- _Exercise objective_
Filter the entries for lines with the word "controls".

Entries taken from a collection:
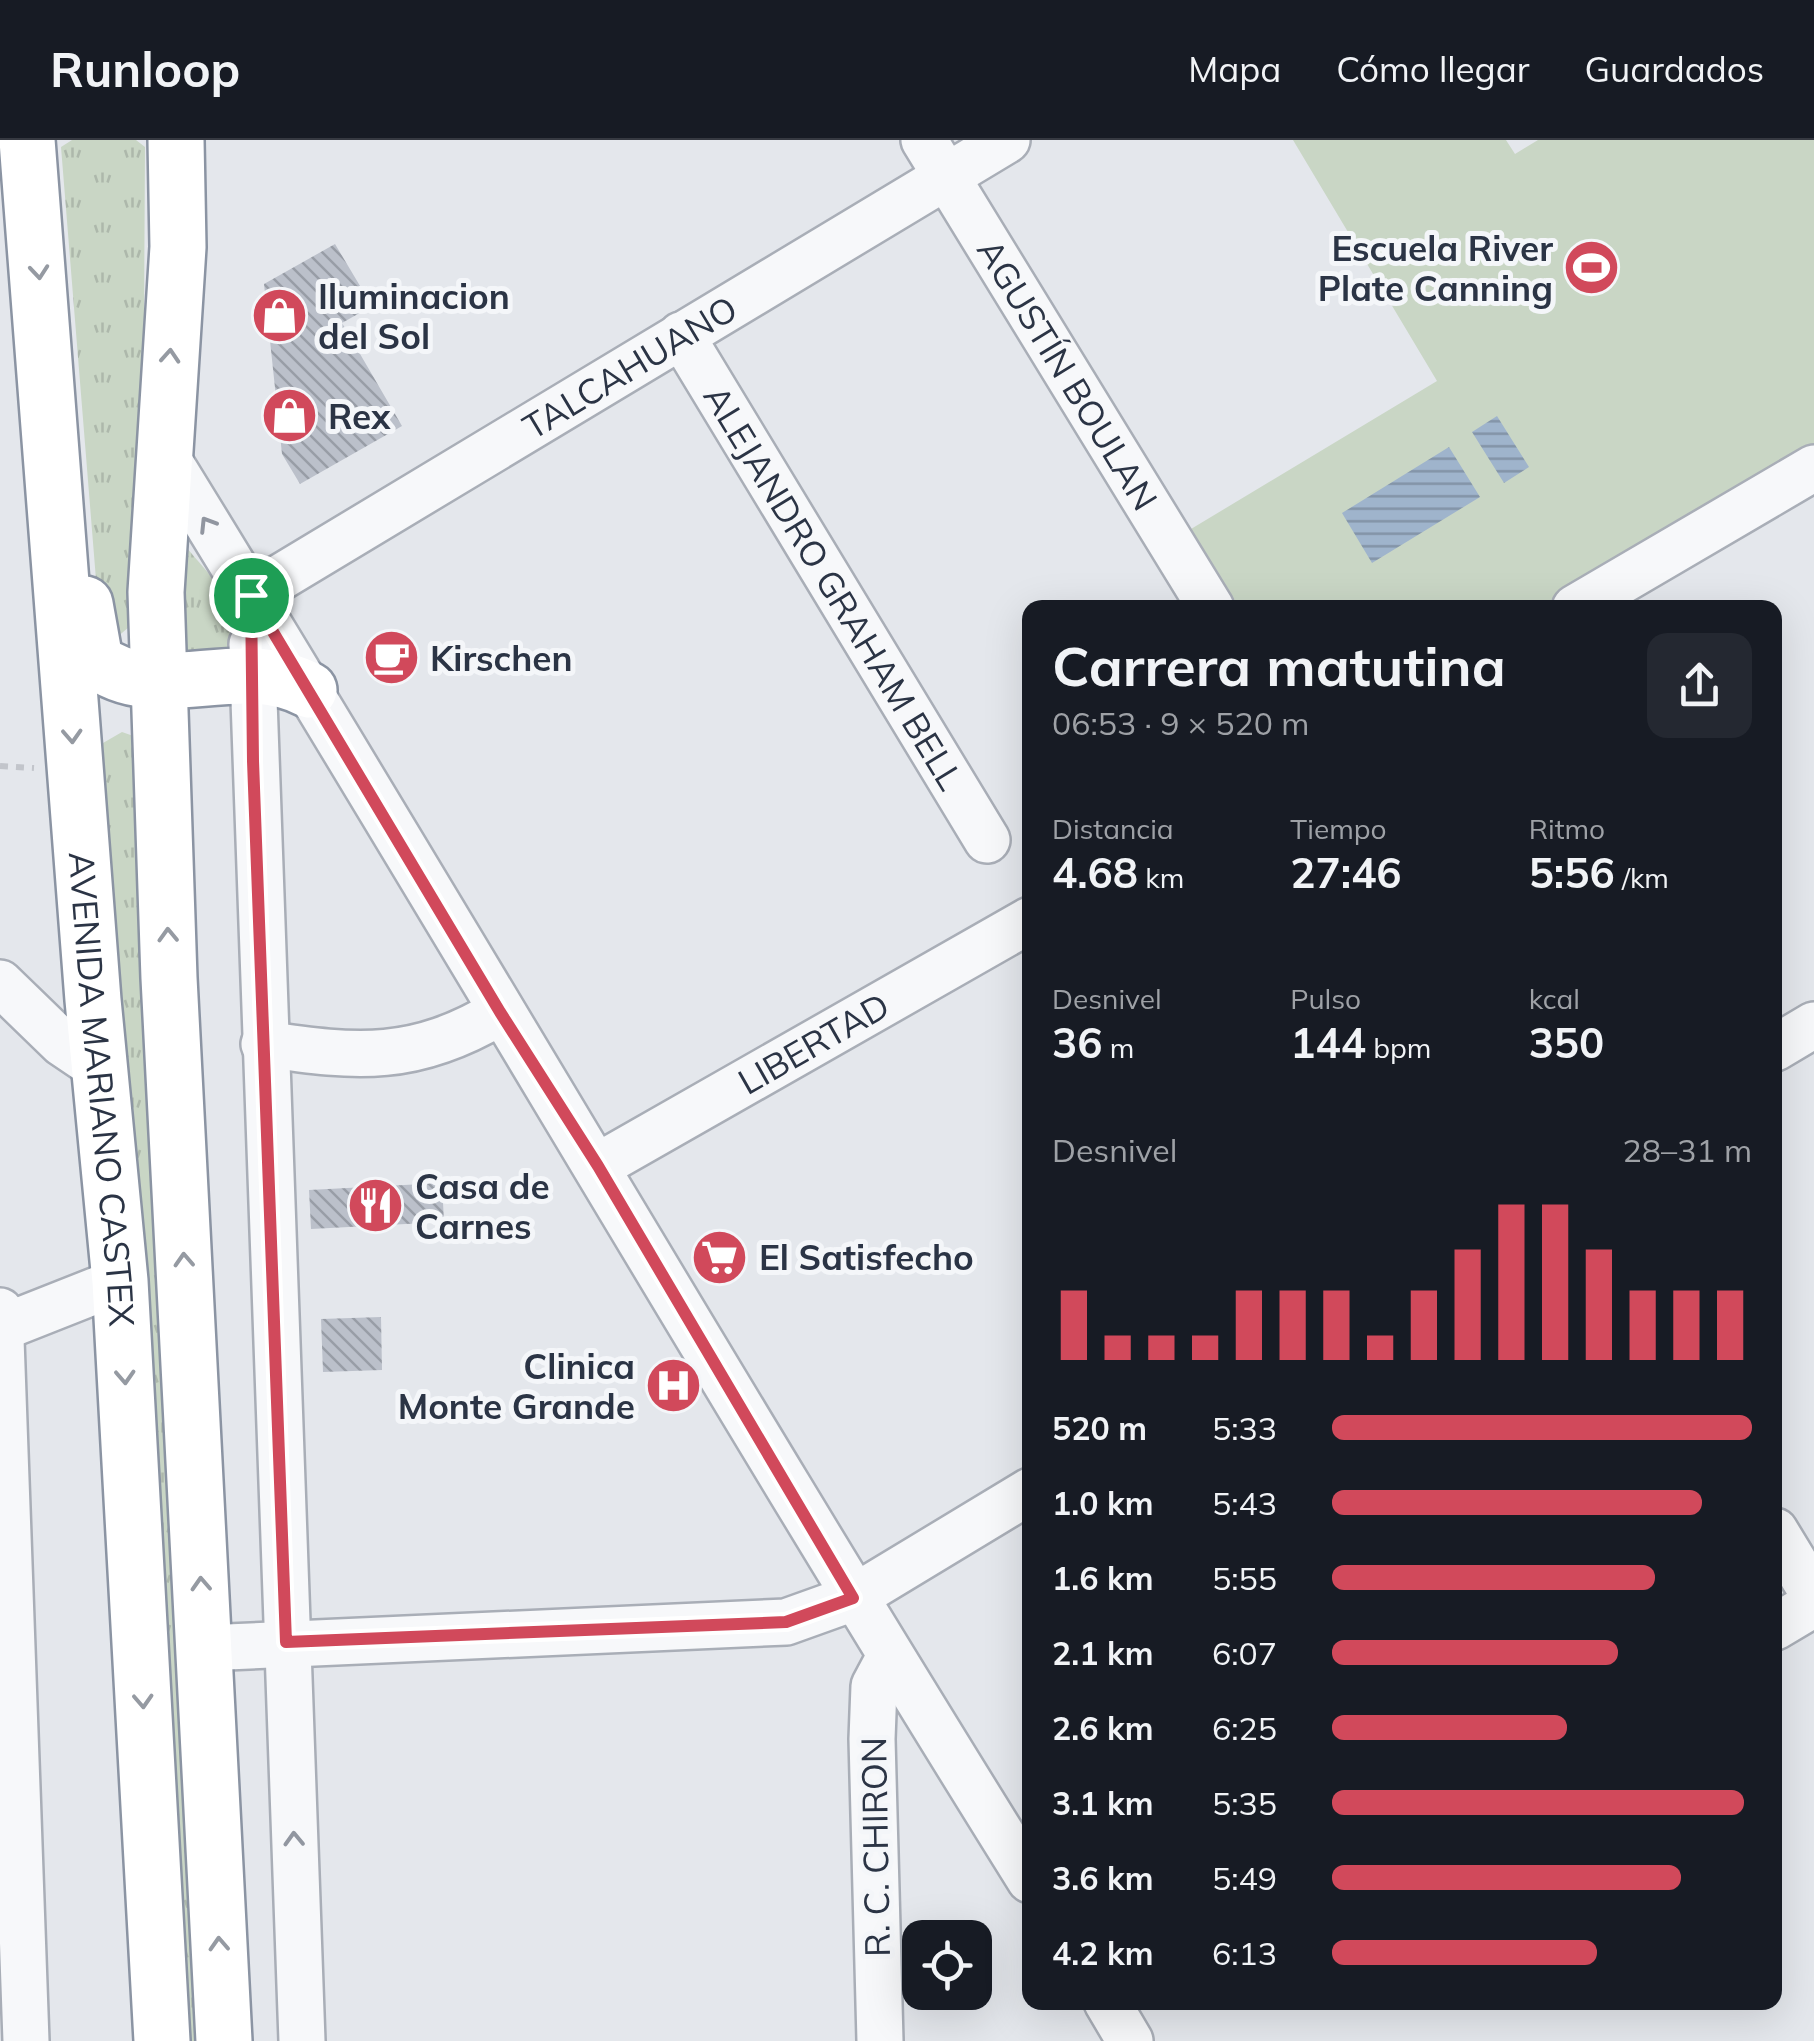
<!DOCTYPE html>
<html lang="es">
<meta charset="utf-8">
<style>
:root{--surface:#171b24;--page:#242831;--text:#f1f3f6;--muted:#9ea1a6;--line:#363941;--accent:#d1495b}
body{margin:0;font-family:Mulish,sans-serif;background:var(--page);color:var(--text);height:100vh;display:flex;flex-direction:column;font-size:38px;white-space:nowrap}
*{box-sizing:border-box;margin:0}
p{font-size:32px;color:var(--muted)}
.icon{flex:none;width:55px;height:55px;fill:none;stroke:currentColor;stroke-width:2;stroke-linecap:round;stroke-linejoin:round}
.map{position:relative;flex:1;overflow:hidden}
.drawer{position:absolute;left:1022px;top:460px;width:760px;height:1410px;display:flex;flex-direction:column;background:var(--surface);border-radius:20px;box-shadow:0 10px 40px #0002}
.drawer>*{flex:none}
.controls{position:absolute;left:902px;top:1780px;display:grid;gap:20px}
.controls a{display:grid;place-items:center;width:90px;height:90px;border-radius:20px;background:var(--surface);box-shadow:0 10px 40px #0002;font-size:50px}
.pin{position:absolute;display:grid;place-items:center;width:85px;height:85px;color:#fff;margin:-42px;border:5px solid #fff;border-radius:50%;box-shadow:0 2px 10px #0007}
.round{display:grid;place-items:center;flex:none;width:105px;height:105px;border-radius:20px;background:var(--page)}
.summary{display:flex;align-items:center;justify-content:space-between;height:170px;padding:0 30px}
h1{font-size:55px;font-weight:700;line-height:75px}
.metrics{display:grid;grid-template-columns:repeat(3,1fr);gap:15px;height:170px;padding:10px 30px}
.metrics div{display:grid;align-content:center}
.metrics b{font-size:42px;font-weight:700}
.metrics small{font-size:28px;font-weight:400}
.metrics p{font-size:28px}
.chart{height:280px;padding:20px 30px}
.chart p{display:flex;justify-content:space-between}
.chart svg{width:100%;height:180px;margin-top:10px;stroke:var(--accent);stroke-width:6}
ul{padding:0 30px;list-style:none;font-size:32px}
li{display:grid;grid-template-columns:160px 120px 1fr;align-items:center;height:75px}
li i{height:25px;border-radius:12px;background:var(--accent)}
header{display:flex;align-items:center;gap:60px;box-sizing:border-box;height:140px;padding:0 50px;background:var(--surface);border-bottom:2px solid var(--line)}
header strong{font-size:48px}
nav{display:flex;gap:55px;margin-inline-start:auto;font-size:35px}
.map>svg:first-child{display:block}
.grass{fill:url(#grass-tufts)}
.park{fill:#c9d6c5}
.water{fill:url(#water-rules)}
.building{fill:url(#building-back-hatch)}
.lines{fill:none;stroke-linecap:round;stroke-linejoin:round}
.minor-casing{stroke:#a9aeb7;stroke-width:50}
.highway-casing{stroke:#8b94a3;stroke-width:60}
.path{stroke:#c2c5cb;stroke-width:6;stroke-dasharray:8 8;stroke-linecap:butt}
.minor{stroke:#f7f8fa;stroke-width:45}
.highway{stroke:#fff;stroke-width:55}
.oneway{stroke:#959aa2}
.oneway2{stroke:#9196a0}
.route-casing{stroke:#fff;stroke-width:20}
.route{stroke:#d1495b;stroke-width:12}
.labels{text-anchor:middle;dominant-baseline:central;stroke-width:10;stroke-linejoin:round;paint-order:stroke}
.poi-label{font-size:35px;font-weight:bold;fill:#2b3445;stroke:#f4f6f9;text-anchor:start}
.street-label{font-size:35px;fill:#2b3445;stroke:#f4f6f9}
</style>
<header>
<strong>Runloop</strong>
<nav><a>Mapa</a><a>Cómo llegar</a><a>Guardados</a></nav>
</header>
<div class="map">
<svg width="1814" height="1901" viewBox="0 0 1814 1901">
<defs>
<pattern id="grass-tufts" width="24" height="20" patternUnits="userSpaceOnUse" patternTransform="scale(2.5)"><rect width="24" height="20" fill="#c9d6c5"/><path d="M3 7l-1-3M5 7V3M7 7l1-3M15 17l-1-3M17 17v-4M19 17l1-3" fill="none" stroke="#adb8ab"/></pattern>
<pattern id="water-rules" width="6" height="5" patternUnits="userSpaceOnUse" patternTransform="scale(2.5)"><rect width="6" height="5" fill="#9fb4cc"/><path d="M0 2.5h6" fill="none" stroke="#8293a7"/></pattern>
<pattern id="building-back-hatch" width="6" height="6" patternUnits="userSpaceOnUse" patternTransform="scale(2.5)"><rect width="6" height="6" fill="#bbc0ca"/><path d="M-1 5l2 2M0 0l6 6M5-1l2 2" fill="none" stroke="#989da6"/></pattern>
</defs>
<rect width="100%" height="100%" fill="#e4e7ec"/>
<path class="grass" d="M72,0H136L145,7L144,182L129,487L116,498L100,489L61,7Z
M187,408C215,443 253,470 222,515H184Z
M122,592L142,599L210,1901H174L103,603Z"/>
<path class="park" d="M1293,0H1506L1515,14L1538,0H1814V305L1539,467H1239L1191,389L1437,241Z"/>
<path class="water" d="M1497,276L1529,327L1504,343L1472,292Z
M1449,307L1480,357L1372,423L1342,373Z"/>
<path class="building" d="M335,104L372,166L342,183L402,286L300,344L282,314L264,144Z
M442,1043L444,1082L311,1089L309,1050Z
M381,1177L382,1230L323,1232L321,1179Z"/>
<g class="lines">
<defs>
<g id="minor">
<path id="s1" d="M924,0L1211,468"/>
<path id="s2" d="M681,195L987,700"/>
<path d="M164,313C456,787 735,1268 1030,1740"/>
<path id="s3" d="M251,455L1007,0"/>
<path d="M1575,468L1814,328"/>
<path d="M252,504L302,1901"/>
<path d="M0,843L62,903L99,928"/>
<path d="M264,904C358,918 415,923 500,872"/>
<path d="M1775,908L1814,885"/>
<path id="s4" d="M598,1026L1030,780"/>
<path d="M0,1171L26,1901"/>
<path d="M1,1188L120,1141"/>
<path d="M1775,1391L1814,1455"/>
<path d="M1775,1487L1814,1464"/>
<path d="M204,1508L786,1482L853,1458L1030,1351"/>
<path d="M1107,1862L1130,1901"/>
<path d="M880,1901L872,1599L874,1546L890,1516"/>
</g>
<g id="highway">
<path id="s5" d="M27,0L93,860L120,1141L162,1901"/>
<path d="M176,0L178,107L156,452L169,838L224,1901"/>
<path d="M85,464L95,520C156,568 237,512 309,550"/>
</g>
</defs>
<use href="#minor" class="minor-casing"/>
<use href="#highway" class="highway-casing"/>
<path class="path" d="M0,626L34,628"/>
<use href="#minor" class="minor"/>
<use href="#highway" class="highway"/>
</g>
<defs><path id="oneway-chevron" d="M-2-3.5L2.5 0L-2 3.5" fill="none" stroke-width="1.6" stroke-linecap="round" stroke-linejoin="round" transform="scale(2.5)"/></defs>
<g class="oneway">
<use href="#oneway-chevron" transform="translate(39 132) rotate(85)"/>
<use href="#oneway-chevron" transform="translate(170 216) rotate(-86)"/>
<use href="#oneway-chevron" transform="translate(72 596) rotate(87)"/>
<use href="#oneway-chevron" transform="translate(168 795) rotate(-92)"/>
<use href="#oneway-chevron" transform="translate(184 1120) rotate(-93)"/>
<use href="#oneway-chevron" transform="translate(125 1237) rotate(87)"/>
<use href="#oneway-chevron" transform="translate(201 1444) rotate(-93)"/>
<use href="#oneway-chevron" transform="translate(143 1561) rotate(87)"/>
<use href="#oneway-chevron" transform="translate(219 1804) rotate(-93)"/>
</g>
<g class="oneway2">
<use href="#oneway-chevron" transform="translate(207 384) rotate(-122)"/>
<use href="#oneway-chevron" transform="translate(294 1699) rotate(-92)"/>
</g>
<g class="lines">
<defs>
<path id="route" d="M251,455L500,872L598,1026L853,1458L786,1482L286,1502L253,621Z"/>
</defs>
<use href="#route" class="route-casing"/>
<use href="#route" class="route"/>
</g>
<defs>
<symbol id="stadium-disc" viewBox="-11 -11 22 22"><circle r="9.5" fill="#d1495b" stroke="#f4f6f9"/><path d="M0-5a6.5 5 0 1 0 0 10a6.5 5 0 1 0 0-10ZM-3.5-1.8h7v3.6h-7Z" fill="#fff"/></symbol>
<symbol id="shop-disc" viewBox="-11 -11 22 22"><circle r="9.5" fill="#d1495b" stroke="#f4f6f9"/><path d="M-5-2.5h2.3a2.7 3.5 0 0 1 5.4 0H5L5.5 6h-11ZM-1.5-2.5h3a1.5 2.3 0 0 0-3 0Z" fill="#fff"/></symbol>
<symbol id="cafe-disc" viewBox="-11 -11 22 22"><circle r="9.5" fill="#d1495b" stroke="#f4f6f9"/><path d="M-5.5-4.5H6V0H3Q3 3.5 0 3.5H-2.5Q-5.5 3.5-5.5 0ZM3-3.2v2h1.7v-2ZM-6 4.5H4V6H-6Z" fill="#fff"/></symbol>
<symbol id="restaurant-disc" viewBox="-11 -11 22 22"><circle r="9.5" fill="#d1495b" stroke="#f4f6f9"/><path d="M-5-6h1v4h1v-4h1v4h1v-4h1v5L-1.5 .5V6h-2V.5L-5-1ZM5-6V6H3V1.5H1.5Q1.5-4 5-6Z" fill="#fff"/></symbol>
<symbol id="supermarket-disc" viewBox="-11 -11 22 22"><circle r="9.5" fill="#d1495b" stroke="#f4f6f9"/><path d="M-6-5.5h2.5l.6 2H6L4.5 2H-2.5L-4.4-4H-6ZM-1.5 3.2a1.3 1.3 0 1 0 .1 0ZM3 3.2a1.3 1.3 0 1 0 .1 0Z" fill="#fff"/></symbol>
<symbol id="hospital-disc" viewBox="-11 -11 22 22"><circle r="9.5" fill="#d1495b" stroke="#f4f6f9"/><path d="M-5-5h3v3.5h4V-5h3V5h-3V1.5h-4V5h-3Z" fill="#fff"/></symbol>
</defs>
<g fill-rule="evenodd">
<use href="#stadium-disc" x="1560" y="96" width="63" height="63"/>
<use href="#shop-disc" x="248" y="144" width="63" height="63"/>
<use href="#shop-disc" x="258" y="244" width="63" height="63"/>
<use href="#cafe-disc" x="360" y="486" width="63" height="63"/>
<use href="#restaurant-disc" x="344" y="1034" width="63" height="63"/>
<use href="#supermarket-disc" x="688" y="1086" width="63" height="63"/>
<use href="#hospital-disc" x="642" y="1214" width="63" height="63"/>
</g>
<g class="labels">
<g class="poi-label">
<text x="1553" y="108" text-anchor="end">Escuela River<tspan x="1553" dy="40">Plate Canning</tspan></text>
<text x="318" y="156">Iluminacion<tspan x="318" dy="40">del Sol</tspan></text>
<text x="328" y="276">Rex</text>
<text x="430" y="518">Kirschen</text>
<text x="415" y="1046">Casa de<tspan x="415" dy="40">Carnes</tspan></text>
<text x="759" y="1117">El Satisfecho</text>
<text x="635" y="1226" text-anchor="end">Clinica<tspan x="635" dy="40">Monte Grande</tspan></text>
</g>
<g class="street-label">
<text stroke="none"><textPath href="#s3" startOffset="442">TALCAHUANO</textPath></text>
<text stroke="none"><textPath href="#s1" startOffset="275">AGUSTÍN BOULAN</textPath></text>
<text stroke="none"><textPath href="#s2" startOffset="295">ALEJANDRO GRAHAM BELL</textPath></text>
<text stroke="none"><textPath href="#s4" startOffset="248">LIBERTAD</textPath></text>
<text stroke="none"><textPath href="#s5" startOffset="952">AVENIDA MARIANO CASTEX</textPath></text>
<text transform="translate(875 1707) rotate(-91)">R. C. CHIRON</text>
</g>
</g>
</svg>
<div class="controls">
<a><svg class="icon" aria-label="locate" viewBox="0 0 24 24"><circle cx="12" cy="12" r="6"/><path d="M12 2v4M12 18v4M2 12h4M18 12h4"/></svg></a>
</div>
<div class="pin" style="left:251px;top:455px;background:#1e9e55"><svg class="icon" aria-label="arrive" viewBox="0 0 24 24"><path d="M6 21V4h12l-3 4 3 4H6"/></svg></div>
<section class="drawer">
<div class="summary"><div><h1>Carrera matutina</h1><p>06:53 · 9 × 520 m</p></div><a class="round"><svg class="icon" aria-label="share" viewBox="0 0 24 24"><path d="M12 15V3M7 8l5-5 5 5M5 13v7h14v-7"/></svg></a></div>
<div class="metrics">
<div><p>Distancia</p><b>4.68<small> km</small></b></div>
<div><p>Tiempo</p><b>27:46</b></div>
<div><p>Ritmo</p><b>5:56<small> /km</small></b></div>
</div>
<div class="metrics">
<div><p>Desnivel</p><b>36<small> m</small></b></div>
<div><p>Pulso</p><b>144<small> bpm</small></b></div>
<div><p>kcal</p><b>350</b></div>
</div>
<div class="chart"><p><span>Desnivel</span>28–31 m</p>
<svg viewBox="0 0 160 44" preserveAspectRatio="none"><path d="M5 44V27M15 44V38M25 44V38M35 44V38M45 44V27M55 44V27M65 44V27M75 44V38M85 44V27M95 44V17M105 44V6M115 44V6M125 44V17M135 44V27M145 44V27M155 44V27"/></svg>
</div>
<ul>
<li><b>520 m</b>5:33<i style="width:100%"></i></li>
<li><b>1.0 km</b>5:43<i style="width:88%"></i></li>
<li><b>1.6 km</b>5:55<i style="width:77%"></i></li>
<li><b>2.1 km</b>6:07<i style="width:68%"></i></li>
<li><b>2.6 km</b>6:25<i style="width:56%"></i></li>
<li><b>3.1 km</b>5:35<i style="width:98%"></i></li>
<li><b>3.6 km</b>5:49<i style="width:83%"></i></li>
<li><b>4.2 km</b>6:13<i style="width:63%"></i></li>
</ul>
</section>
</div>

- _Reply to the exercise_
.controls{position:absolute;left:902px;top:1780px;display:grid;gap:20px}
.controls a{display:grid;place-items:center;width:90px;height:90px;border-radius:20px;background:var(--surface);box-shadow:0 10px 40px #0002;font-size:50px}
<div class="controls">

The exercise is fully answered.